-------- Data excerpts --------

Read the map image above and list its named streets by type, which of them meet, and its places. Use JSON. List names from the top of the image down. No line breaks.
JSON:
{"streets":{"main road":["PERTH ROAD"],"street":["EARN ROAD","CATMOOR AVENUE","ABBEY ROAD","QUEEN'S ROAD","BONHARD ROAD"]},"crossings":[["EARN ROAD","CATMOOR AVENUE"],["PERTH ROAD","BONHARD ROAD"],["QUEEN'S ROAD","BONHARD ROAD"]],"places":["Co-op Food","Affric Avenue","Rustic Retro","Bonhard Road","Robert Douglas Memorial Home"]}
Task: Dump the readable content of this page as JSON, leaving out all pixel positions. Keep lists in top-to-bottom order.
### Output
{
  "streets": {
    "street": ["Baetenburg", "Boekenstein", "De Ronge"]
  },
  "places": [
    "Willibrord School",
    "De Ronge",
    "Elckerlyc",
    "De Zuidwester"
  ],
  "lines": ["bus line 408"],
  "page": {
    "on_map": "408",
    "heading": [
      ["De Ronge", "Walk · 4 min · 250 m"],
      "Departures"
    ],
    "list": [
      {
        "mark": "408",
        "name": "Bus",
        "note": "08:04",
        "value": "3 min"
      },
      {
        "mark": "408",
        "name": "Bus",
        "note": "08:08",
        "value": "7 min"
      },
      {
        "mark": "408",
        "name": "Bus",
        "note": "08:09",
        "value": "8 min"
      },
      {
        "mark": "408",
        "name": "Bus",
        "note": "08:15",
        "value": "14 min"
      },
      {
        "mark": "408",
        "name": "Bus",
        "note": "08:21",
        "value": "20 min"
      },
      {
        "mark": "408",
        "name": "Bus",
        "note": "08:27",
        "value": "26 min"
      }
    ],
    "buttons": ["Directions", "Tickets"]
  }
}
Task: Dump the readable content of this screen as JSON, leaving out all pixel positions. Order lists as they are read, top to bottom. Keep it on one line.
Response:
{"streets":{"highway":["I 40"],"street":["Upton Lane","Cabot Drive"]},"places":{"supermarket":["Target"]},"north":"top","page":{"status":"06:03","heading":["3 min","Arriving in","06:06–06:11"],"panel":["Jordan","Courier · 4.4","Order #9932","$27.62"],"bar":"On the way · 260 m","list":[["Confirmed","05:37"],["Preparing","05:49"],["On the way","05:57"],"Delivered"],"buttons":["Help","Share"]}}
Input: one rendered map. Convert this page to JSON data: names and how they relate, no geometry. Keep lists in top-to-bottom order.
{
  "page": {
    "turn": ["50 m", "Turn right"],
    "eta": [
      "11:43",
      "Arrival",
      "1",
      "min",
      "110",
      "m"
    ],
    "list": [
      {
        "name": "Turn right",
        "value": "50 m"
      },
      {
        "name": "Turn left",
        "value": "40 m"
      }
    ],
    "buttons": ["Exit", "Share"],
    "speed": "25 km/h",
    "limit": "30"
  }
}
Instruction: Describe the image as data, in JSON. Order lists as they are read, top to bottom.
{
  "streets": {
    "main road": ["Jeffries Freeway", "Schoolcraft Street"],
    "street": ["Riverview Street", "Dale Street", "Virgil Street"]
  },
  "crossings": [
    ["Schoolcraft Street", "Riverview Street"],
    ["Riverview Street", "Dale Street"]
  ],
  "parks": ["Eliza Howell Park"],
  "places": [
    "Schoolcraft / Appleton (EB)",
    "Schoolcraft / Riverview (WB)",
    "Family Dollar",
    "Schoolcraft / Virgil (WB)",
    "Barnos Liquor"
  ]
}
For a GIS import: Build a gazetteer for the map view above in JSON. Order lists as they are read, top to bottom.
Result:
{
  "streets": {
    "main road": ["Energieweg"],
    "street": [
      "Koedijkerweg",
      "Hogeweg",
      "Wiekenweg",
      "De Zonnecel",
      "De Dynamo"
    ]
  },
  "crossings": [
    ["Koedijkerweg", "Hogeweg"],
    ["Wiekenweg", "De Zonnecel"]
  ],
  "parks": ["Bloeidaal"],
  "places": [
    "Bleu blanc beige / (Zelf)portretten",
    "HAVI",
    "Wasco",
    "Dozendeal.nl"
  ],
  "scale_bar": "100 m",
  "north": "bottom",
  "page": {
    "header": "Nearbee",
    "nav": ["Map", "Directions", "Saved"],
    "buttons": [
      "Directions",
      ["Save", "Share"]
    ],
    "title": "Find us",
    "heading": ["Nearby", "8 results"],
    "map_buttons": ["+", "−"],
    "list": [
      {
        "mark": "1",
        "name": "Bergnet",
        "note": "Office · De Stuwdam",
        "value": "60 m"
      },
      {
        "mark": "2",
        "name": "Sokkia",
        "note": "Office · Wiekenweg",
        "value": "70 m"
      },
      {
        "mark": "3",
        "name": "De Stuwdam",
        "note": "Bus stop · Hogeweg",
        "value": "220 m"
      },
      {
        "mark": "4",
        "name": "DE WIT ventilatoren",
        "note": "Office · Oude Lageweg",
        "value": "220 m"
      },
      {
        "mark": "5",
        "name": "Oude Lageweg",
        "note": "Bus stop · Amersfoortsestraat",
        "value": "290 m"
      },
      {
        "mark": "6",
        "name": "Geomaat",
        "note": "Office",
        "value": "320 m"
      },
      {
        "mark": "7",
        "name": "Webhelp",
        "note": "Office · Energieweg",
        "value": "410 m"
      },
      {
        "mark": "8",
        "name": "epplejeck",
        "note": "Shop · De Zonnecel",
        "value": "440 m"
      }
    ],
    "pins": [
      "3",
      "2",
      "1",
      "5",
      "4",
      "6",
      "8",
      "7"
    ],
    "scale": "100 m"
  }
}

--------

*About this task:* For every line above that includes the word "content", return the line.

*Task answer:*
Task: Dump the readable content of this page as JSON, leaving out all pixel positions. Keep lists in top-to-bottom order.
Task: Dump the readable content of this screen as JSON, leaving out all pixel positions. Order lists as they are read, top to bottom. Keep it on one line.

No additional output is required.